Nuclear Shutdown News July 2019 Michael Steinberg Black Rain Press
Nuclear Shutdown News chronicles the decline and fall of the nuclear power industry in the US and beyond, and highlights the efforts of those working to create a nuclear free world.
California Has Its Faults Cali Big Quakes Shake Up All Things Nuclear Too
San Francisco-October 17, 1989. It was my birthday. I was four stories up in Frisco, in my brother's place, visiting while he was in New York. Looking south, I could see the Goodyear Blimp hovering over Candlestick Park, where the Bay Bridge World Series game-Giants vs.As-was about to start as Friday rush hour approached.
Suddenly, and seemingly out of nowhere, a humungus concussion jolted everything, instantly followed by a violent shock wave that warped through the building's outer wall. I ran for the door out, fearing the walls were coming down and it was all over for me. Just as my hand gripped the doorknob, it all stopped. They said it only lasted 20 seconds, but it seemed like a lifetime.
All this came back to me after the 4th of July holiday twin earthquakes hit SoCal, the 2nd one matching the '89 shaker at 7.1 on the Richter scale, so the biggest one in almost 30 years.
Then on July 16 two more shakers, 4.3 and then 3.5, made themselves felt east of Berkeley. Another 3.5 seismic event occurred near San Jose the next day.
The mighty tremors in the Mojave Desert happened less than 200 miles from the Diablo Canyon nuclear plant's two still operating reactors on the coast of San Luis Obispo in central CA. This site itself is in a tsunami zone riddled with earthquake faults.
After the 2011 Fukushima disaster destroyed three reactors on the coast of Japan, public pressure mounted to shut down Diablo Canyon, and eventually owner Pacific Gas & Electric agreed to close the plant by 2025. Since PG&E then filed for bankruptcy, the madness of allowing a nuke plant to operate upwind of 10 million folks, whose Shoreline fault is less than 1000 feet from where the nuke plant constantly sucks in vast amounts of water, without which the plant is vulnerable to catastrophic meltdown, should be obvious.
Meanwhile, further south at another coastal nuke site, the San Onofre nuclear power plant in Orange County, the San Clemente Greens informs us that the NRC is about to let transfer of high level nuclear waste from the plant into casks that will be buried only 100 feet from the Pacific shoreline for who knows how long.
This diabolical work was suspended last August after one such cask became wedged as it was being lowered down the burial shaft 18 feet above the bottom.

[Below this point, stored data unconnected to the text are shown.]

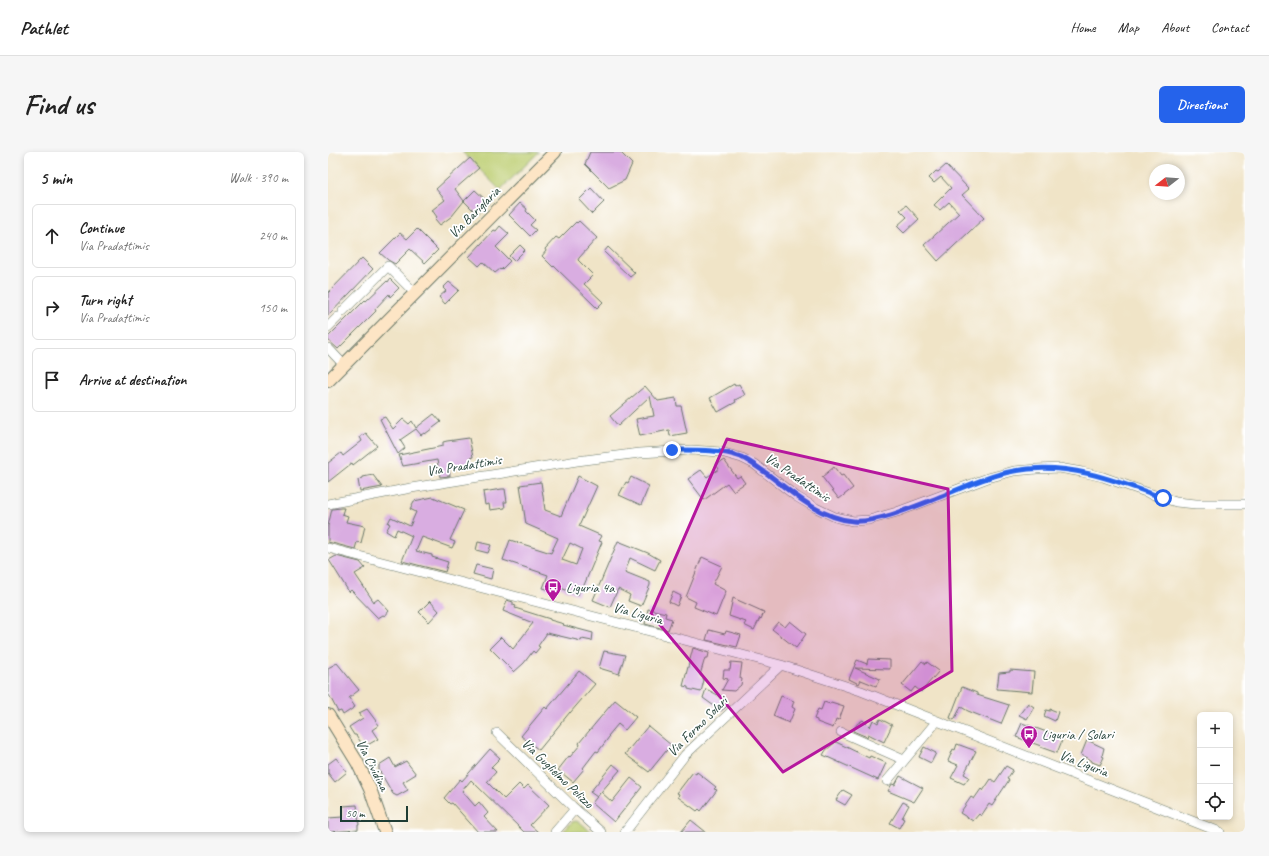 <!DOCTYPE html>
<html lang="en">
<head>
<meta charset="utf-8">
<style>
  body { margin:0; font-family:Caveat,sans-serif; background:#f6f6f6; color:#222 }
  .controls { position:absolute; right:12px; bottom:12px; display:grid; overflow:hidden; border-radius:6px; box-shadow:0 2px 6px #0003 }
  .controls button { width:36px; height:36px; display:grid; place-items:center; padding:0; border:0; border-bottom:1px solid #e0e0e0; background:#fff; color:#222; font:20px sans-serif }
  .compass { position:absolute; left:821px; top:12px; width:36px; height:36px; border-radius:50%; background:#fff; box-shadow:0 2px 6px #0003; rotate:253deg }
  .scale { position:absolute; left:12px; bottom:10px; width:68px; box-sizing:border-box; padding-left:4px; border:2px solid #1f3d34; border-top:0; font-size:11px; line-height:14px; white-space:nowrap; color:#1f3d34; -webkit-text-stroke:3px #fff; paint-order:stroke }
  .stop { position:absolute; width:12px; height:12px; margin:-9px; border:3px solid #2563eb; border-radius:50%; background:#fff }
  .stop.end { background:#2563eb; border-color:#fff; box-shadow:0 1px 4px #0008 }
  .list { margin:0; padding:0; list-style:none }
  h2 { display:flex; justify-content:space-between; align-items:center; height:52px; margin:0; padding:0 16px; font-size:17px }
  h2 small { font-size:13px; font-weight:400; color:#767676 }
  .list li { display:grid; grid-template-columns:26px 1fr auto; gap:12px; align-items:center; box-sizing:border-box; height:64px; margin:0 8px 8px; padding:0 8px; border:1px solid #e0e0e0; border-radius:6px }
  .list b { display:block; font-size:15px; white-space:nowrap }
  .list p { margin:0; font-size:13px; white-space:nowrap; color:#767676 }
  .list em { font-size:13px; font-style:normal; color:#767676 }
  .icon { flex:none; width:22px; height:22px; fill:none; stroke:currentColor; stroke-width:2; stroke-linecap:round; stroke-linejoin:round }
  .map { position:relative; flex:none; width:917px; height:680px; overflow:hidden; border-radius:6px }
  header { display:flex; align-items:center; gap:24px; box-sizing:border-box; height:56px; padding:0 20px; background:#fff; border-bottom:1px solid #e0e0e0 }
  header strong { font-size:19px }
  nav { display:flex; gap:22px; margin-inline-start:auto; font-size:14px }
  .intro { display:flex; align-items:center; justify-content:space-between; box-sizing:border-box; height:96px; padding:0 24px }
  h1 { margin:0; font-size:28px }
  .button { padding:10px 18px; border-radius:6px; background:#2563eb; color:#fff; font-size:14px; font-weight:700 }
  main { display:flex; gap:24px; padding:0 24px }
  aside { flex:1; background:#fff; border-radius:6px; box-shadow:0 2px 6px #0003 }
  .map>svg:first-child { display:block }
  .green { fill:#bccd70; stroke:#6e8552 }
  .building { fill:#d9ade1; fill-rule:evenodd }
  .lines { fill:none; stroke-linecap:round; stroke-linejoin:round }
  .street-casing { stroke:#687767; stroke-width:10 }
  .secondary-casing { stroke:#687767; stroke-width:14 }
  .street { stroke:#fff; stroke-width:9 }
  .secondary { stroke:#fde5c5; stroke-width:12 }
  .route { stroke:#2563eb; stroke-width:5 }
  .marked { fill:#b5179e; fill-opacity:0.2; stroke:#b5179e; stroke-width:3; stroke-linejoin:round }
  .labels { text-anchor:middle; stroke-width:3.5; stroke-linejoin:round; paint-order:stroke }
  .street-label { font-size:14px; fill:#1f3d34; stroke:#fff }
  .poi-label { font-size:14px; fill:#1f3d34; stroke:#fff; text-anchor:start }
</style>
</head>
<body>
<header>
<strong>Pathlet</strong>
<nav><a>Home</a><a>Map</a><a>About</a><a>Contact</a></nav>
</header>
<div class="intro"><h1>Find us</h1><a class="button">Directions</a></div>
<main>
<aside>
<h2>5 min<small>Walk · 390 m</small></h2>
<ul class="list">
<li><svg class="icon" aria-label="ahead" viewBox="0 0 24 24"><path d="M12 20V5M6 11l6-6 6 6"/></svg><div><b>Continue</b><p>Via Pradattimis</p></div><em>240 m</em></li>
<li><svg class="icon" aria-label="right" viewBox="0 0 24 24"><path d="M7 20v-9h11M14 6l5 5-5 5"/></svg><div><b>Turn right</b><p>Via Pradattimis</p></div><em>150 m</em></li>
<li><svg class="icon" aria-label="arrive" viewBox="0 0 24 24"><path d="M6 21V4h12l-3 4 3 4H6"/></svg><div><b>Arrive at destination</b></div></li>
</ul>
</aside>
<div class="map">
<svg width="917" height="680" viewBox="0 0 917 680">
  <rect width="100%" height="100%" fill="#fff"/>
  <filter id="ink" filterUnits="userSpaceOnUse"><feTurbulence type="fractalNoise" baseFrequency=".025" numOctaves="2"/><feDisplacementMap in="SourceGraphic" scale="8" xChannelSelector="R" yChannelSelector="G"/><feConvolveMatrix kernelMatrix="1 2 1 2 8 2 1 2 1" color-interpolation-filters="sRGB"/></filter>
  <filter id="wash" filterUnits="userSpaceOnUse"><feTurbulence type="fractalNoise" baseFrequency=".012" numOctaves="4" result="noise"/><feDisplacementMap in="SourceGraphic" scale="16" xChannelSelector="R" yChannelSelector="G"/><feGaussianBlur stdDeviation="0.9" result="paint"/><feColorMatrix in="noise" values="0 0 0 0 0 0 0 0 0 0 0 0 0 0 0 0 0 1.4 0 .05"/><feComposite in="paint" operator="in"/></filter>
  <g filter="url(#wash)">
    <rect width="100%" height="100%" fill="#f0e4c7"/>
    <path class="green" d="M134,0H211L172,38Z
      M248,669L253,671L263,680H235L244,670Z"/>
    <g id="blocks">
      <path class="building" d="M262,0H292L304,12L297,28L281,36L257,12Z
        M142,6L151,16L127,37L136,49L124,64L112,73L107,67L109,65L104,58L117,48L108,37Z
        M618,13L641,37L634,43L656,66L610,109L596,93L631,61L621,50L612,58L606,53L623,36L613,25L606,31L601,26L608,19L610,20Z
        M263,36L276,50L264,62L251,48Z
        M147,38L161,51L149,62L136,49Z
        M192,51L199,57L198,59L207,68L202,73L208,78L202,84L181,63Z
        M578,53L591,67L576,81L569,74L579,65L572,58Z
        M251,69L269,86L251,106L250,108L265,123L256,132L275,150L269,156L226,114L225,115L214,104L218,99L217,97L228,85L231,87L248,70L249,71Z
        M172,74L181,82L168,95L182,109L173,118L172,117L167,121L155,110L151,114L141,105L166,78L168,79Z
        M89,77L110,98L97,111L82,97L67,112L60,108L52,101L72,81L79,87Z
        M192,93L197,98L186,109L181,104Z
        M280,95L307,121L302,125L276,100Z
        M34,106L45,117L0,164V141Z
        M62,127L71,136L62,145L61,142L47,157L48,159L10,197L0,188V185L37,148L38,149L59,129L60,130Z
        M121,130L131,138L117,152L111,145L118,139L115,136Z
        M406,232L407,234L411,232L417,243L407,248L408,250L390,260L382,246Z
        M317,234L330,249L348,246L349,254H353L359,281L342,284L341,278L312,284L308,267L326,264L322,244L290,274L282,264Z
        M106,262L113,270L97,282L96,281L93,283L88,277L72,288L77,296L70,302L52,267L57,265L65,277L75,267L81,272L84,269L88,276Z
        M38,281L49,294L25,313L24,311L0,330V311L13,301L15,304L34,289L32,285Z
        M141,286L145,305L142,306L143,312L121,316L122,324L112,325L109,308L75,314L71,303L115,294V290L119,289Z
        M396,308L409,326L412,324L417,331L405,339L399,331L376,348L360,327L373,318L379,325L391,317L388,313Z
        M506,315L513,324L515,323L525,336L511,347L494,325Z
        M45,323L54,335L32,339L30,328L35,326V325Z
        M250,324L269,334L251,374L274,384L271,389L274,390L254,438L252,437L250,443L228,434L226,439L215,436L220,423L175,408L182,388L223,401L230,386L198,372L192,333L213,330L217,358L233,364ZM242,391L254,397L248,413L234,408Z
        M303,325L321,334L313,353L291,343L298,330L300,331Z
        M174,337H177L179,350H176L177,356L162,358L161,352L157,353L155,340Z
        M105,345L136,358L122,388L127,390L124,396L94,385L88,399L104,403V405L120,410L117,420L74,409L84,384L69,377L66,384L58,379L62,372L60,371L63,365L82,374L88,360L82,357L86,349Z
        M13,356H16L14,362L20,364L18,370L37,374L33,391L29,390L27,397L0,390V374L4,357Z
        M290,389L320,401L332,408L327,418L302,406L297,420L322,430V433L313,454L300,449L302,443L290,437L282,455L265,448Z
        M150,390L163,393L160,401L148,398Z
        M8,404L32,410L37,416L27,422L46,450L50,447L61,459L57,464L55,463L50,466L23,438L21,440L1,408Z
        M374,405L394,414L385,432L398,439L388,464L366,455L368,450L358,445Z
        M148,413L165,417L163,427L145,422Z
        M345,440L353,444L349,454L341,450Z
        M405,446L436,460L433,467L432,466L426,478L416,473L418,470L401,464Z
        M179,448L185,450V453L188,454L187,456L222,467V468L236,472L235,473L265,481L264,489L254,487L253,489L219,481L210,494L212,495L207,501L205,499L196,511L186,520L162,496L173,485L185,497L205,471L175,459Z
        M102,449L111,459L101,470L91,460Z
        M320,457L338,461L337,465L344,467L340,478L317,472Z
        M462,469L478,482L468,496L444,477L450,470L457,475Z
        M381,478L397,482L398,479L413,483L409,495L378,488Z
        M365,496L381,501L380,506H377L372,523L376,528L373,540L360,537V535L355,534Z
        M276,499L297,503L291,522L271,516Z
        M540,507L562,508V517L527,516L552,527L548,534L533,528L531,532L521,527L529,508L539,512Z
        M594,509L598,512L599,510L611,519L593,540L587,535L583,540L574,533Z
        M403,510L414,511L412,526L414,527L413,533L406,539L394,538L400,527L395,526L396,518H402Z
        M9,511L31,538L21,546L27,555L15,563L13,559L10,560L0,541V516Z
        M682,518L706,520L704,540L669,537L671,521L682,520Z
        M251,519L267,532L242,561V560L211,598L193,584L217,555L219,557Z
        M634,535L649,541V543L681,553L673,572L640,559L633,555L626,568L622,566Z
        M378,537L388,542L399,554L393,559L375,546Z
        M453,544L466,549L464,555L467,557L461,571L445,564Z
        M287,548L308,565L297,578L290,572L280,584L281,585L270,600L268,599L255,616L256,617L245,630L230,618L241,604L242,605L252,593L251,591Z
        M496,550L502,552L503,550L516,554L511,568L508,567L505,576L489,570V568L486,567L490,557L493,558Z
        M700,551L706,555L699,567L691,563Z
        M39,557L51,573L44,578L50,587L36,595L28,583H26L21,575L35,566L31,561Z
        M722,557L730,560L727,569L716,564L718,558L722,559Z
        M552,567L564,573L556,590L540,582L539,585L525,579L529,572L535,568L542,575L545,568L550,571Z
        M694,571L735,586L729,601L712,595L713,594L688,585Z
        M320,574L343,593L321,620L297,602Z
        M759,588L776,596L774,604L776,605L772,613L764,610V609L760,606L753,603Z
        M508,590L541,606L542,604L558,611L550,628L495,603L498,598Z
        M629,592L648,599L636,622L641,625L636,632L623,626L630,613L620,609L625,597L627,598Z
        M596,595L608,601L603,611L591,605Z
        M162,597L172,606L163,615L168,620L159,630L176,647L191,632L196,637L200,633L221,653L202,673L210,680H196L143,628L134,639L147,654L151,650L160,661L156,665L170,680H150L124,651L122,652L116,646L132,627L134,629Z
        M8,606L19,620L7,630L0,621V612Z
        M62,606L67,615L78,609L88,622L75,630L80,638L69,644L65,642L51,618V613Z
        M285,612L292,618L273,640L284,650L303,626L314,635L286,670L264,651L272,641L269,645L262,640Z
        M678,614L685,618L679,627L681,628L664,654L661,652L653,664L651,662L645,669L632,661L643,645L646,647L653,637L655,639L663,627L667,630Z
        M365,620L368,622L369,620L388,635L386,637L389,638L373,659L371,657L369,659L350,645L351,642L349,641Z
        M572,624L595,636L586,650L560,639L564,632L567,633Z
        M515,638L524,643L517,653L508,648Z
        M575,650L581,653L574,666L576,667L571,676L562,671Z
        M29,653L31,673H30V678L0,680V666L15,665V654Z
        M363,668L378,680H353Z"/>
    </g>
  </g>
  <g filter="url(#ink)">
    <use href="#blocks" fill-opacity="0" stroke="#687767" stroke-width="1"/>
    <g class="lines">
      <defs>
        <path id="street" d="M15,159L60,114L87,141
          M0,175L10,165
          M0,196L16,213
          M0,352L83,336L249,309L312,301L363,298L393,300L414,306L426,312L469,345L488,356L507,365L525,369L541,368L569,360L660,326L686,319L709,317L731,316L754,320L775,325L835,346L848,350L868,352H917
          M0,396L453,513L533,539L892,680
          M513,580L576,608
          M169,581L244,654L273,680
          M559,629L609,569
          M227,680L247,657
          M297,680L357,603L453,513"/>
        <path id="secondary" d="M0,229L227,0
          M0,563L29,610L42,637L57,680"/>
      </defs>
      <use href="#street" class="street-casing"/>
      <use href="#secondary" class="secondary-casing"/>
      <use href="#street" class="street"/>
      <use href="#secondary" class="secondary"/>
    </g>
  </g>
  <g class="lines" filter="url(#ink)">
    <path class="route" d="M344,298C367,298 392,297 413,305C423,310 432,317 441,323C465,342 493,366 525,369C548,371 586,355 609,346C634,336 659,324 686,319C738,309 787,328 835,346"/>
  </g>
  <path class="marked" d="M399,287L620,337L624,519L455,620L323,462Z"/>
  <defs>
    <symbol id="bus-pin" viewBox="-11 -11 22 30"><path d="M0 17L-7.5 6A9.5 9.5 0 1 1 7.5 6Z" fill="#b5179e" stroke="#fff"/><path d="M-5-6H5V4H4V6H2V4H-2V6H-4V4H-5ZM-3.5-4V0h7V-4ZM-3.5 1.2v1.5H-2V1.2ZM2 1.2v1.5H3.5V1.2Z" fill="#fff"/></symbol>
  </defs>
  <g fill-rule="evenodd">
    <use href="#bus-pin" x="215" y="425" width="20" height="27"/>
    <use href="#bus-pin" x="691" y="572" width="20" height="27"/>
  </g>
  <g class="labels">
    <g class="street-label">
      <text transform="translate(146 60) rotate(-45)" y="5">Via Bariglaria</text>
      <text transform="translate(136 313) rotate(-9)" y="5">Via Pradattimis</text>
      <text transform="translate(470 325) rotate(34)" y="5">Via Pradattimis</text>
      <text transform="translate(310 461) rotate(15)" y="5">Via Liguria</text>
      <text transform="translate(369 574) rotate(-45)" y="5">Via Fermo Solari</text>
      <text transform="translate(756 611) rotate(21)" y="5">Via Liguria</text>
      <text transform="translate(45 613) rotate(63)" y="5">Via Cividina</text>
      <text transform="translate(230 621) rotate(44)" y="5">Via Guglielmo Pelizzo</text>
    </g>
    <g class="poi-label">
      <text x="238" y="440">Liguria 4a</text>
      <text x="714" y="587">Liguria / Solari</text>
    </g>
  </g>
</svg>
<div class="controls">
<button>+</button>
<button>−</button>
<button><svg class="icon" aria-label="locate" viewBox="0 0 24 24"><circle cx="12" cy="12" r="6"/><path d="M12 2v4M12 18v4M2 12h4M18 12h4"/></svg></button>
</div>
<svg class="compass" viewBox="-18 -18 36 36"><path d="M0-13l5 13h-10z" fill="#e53935"/><path d="M0 13l5-13h-10z" fill="#767676"/></svg>
<div class="scale">50 m</div>
<div class="stop" style="left:835px;top:346px"></div>
<div class="stop end" style="left:344px;top:298px"></div>
</div>
</main>
</body>
</html>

Great timing!
On July 18, the San Francisco Chronicle reported that NRC staff, in its infinite wisdom, is "recommending that the agency cut back on inspection at the country's nuclear reactors in a cost-cutting move promoted by the nuclear power industry but denounced by opponents as a threat to public safety."
The following day the Chronicle ran the story "Earthquakes raise concern about nuclear waste. Following the recent quakes Nevada Governor Steve Sisolak told Trump Secretary of Energy Rick Perry, "These significant recent earthquakes so near Yucca Mountain (proposed site for nation's high level nuke dump) show one of the many geologic problems with the site as a nuclear waste repository
The epicenter of the quakes is 108 miles west of Yucca Mountain, which was felt in Las Vegas. An NBA summer league game there, involving the Golden State Warriors, was going when the second shaker hit, which caused an overhead suspended scoreboard to shake, rattle and roll. The second half of the game was canceled.